Improved 11α-hydroxycanrenone production by modification of cytochrome P450 monooxygenase gene in Aspergillus ochraceus

Qianqian Li 1 , Li Shi 1 , Yingying Liu 1 , Shimin Guan 1 , Shuo Zhang 1 , Baoguo Cai 1 ,  and Shaofeng Rong 1
  • 1 Department of Bioengineering Shanghai Institute of Technology, , Fengxian, Shanghai, 201418, China

Abstract

Eplerenone is a drug that protects the cardiovascular system. 11α-Hydroxycanrenone is a key intermediate in eplerenone synthesis. We found that although the cytochrome P450 (CYP) enzyme system in Aspergillus ochraceus strain MF018 could catalyse the conversion of canrenone to 11α-hydroxycanrenone, its biocatalytic efficiency is low.
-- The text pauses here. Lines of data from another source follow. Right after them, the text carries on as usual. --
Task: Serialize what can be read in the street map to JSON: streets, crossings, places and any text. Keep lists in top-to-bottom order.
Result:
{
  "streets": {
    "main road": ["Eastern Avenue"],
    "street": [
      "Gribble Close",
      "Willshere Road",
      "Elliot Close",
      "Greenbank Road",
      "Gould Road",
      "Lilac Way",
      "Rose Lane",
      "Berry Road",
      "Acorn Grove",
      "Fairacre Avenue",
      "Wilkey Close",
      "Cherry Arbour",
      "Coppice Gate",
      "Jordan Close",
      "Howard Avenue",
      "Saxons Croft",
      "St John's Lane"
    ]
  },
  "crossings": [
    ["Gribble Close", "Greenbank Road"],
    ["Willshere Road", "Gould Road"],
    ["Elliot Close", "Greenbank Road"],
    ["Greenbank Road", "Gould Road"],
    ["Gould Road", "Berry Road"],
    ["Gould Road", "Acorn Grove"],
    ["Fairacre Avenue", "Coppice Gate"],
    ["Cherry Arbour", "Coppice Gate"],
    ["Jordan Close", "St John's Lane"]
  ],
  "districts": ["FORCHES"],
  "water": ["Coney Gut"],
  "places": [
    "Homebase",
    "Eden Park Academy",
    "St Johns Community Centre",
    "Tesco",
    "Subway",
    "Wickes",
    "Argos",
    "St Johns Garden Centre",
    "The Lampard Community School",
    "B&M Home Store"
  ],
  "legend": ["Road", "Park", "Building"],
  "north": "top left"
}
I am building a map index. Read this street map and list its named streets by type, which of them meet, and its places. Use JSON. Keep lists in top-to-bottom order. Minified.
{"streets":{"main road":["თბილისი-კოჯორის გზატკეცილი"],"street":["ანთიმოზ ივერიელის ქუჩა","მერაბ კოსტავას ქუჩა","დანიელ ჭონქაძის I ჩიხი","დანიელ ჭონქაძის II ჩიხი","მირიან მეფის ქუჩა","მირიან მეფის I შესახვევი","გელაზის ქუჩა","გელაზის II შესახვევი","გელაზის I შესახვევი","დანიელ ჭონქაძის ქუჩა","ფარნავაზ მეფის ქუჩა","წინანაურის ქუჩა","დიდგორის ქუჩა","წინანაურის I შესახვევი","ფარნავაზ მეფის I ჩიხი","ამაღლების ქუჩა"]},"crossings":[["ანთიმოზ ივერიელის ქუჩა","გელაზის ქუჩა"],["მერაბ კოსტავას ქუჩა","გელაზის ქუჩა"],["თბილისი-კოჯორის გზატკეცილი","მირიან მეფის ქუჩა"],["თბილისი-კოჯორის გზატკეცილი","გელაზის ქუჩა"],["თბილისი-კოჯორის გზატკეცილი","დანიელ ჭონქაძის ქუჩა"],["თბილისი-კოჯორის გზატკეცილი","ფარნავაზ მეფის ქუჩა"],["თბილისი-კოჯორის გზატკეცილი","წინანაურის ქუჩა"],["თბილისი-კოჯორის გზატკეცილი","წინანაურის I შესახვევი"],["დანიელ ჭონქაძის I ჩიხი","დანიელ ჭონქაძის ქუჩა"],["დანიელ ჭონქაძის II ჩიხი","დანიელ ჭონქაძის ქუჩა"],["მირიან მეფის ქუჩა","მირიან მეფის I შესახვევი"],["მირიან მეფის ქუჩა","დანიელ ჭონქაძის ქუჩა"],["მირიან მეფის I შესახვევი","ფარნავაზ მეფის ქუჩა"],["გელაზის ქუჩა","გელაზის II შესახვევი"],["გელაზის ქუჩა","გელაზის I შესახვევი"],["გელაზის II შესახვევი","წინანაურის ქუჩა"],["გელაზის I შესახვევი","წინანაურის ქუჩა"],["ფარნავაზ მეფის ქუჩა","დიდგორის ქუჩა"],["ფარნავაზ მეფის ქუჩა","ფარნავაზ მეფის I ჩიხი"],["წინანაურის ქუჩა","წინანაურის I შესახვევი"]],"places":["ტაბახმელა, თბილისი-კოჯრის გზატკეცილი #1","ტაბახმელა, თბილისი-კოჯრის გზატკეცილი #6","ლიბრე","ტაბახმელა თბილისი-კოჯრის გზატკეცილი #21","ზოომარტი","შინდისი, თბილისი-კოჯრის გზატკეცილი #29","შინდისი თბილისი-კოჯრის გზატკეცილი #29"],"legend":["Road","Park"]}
To improve the efficiency of 11α-hydroxycanrenone production, the CYP monooxygenase-coding gene of MF018 was predicted and cloned based on whole-genome sequencing results. A recombinant A. ochraceus strain MF010 with the high expression of CYP monooxygenase was then obtained through homologous recombination. The biocatalytic rate of this recombinant strain reached 93 % at 60 h without the addition of organic solvents or surfactants and was 17–18 % higher than that of the MF018 strain. Moreover, the biocatalytic time of the MF010 strain was reduced by more than 30 h compared with that of the MF018 strain. These results show that the recombinant A. ochraceus strain MF010 can overcome the limitation of substrate biocatalytic efficiency and thus holds a high poten tial for application in the industrial production of eplerenone.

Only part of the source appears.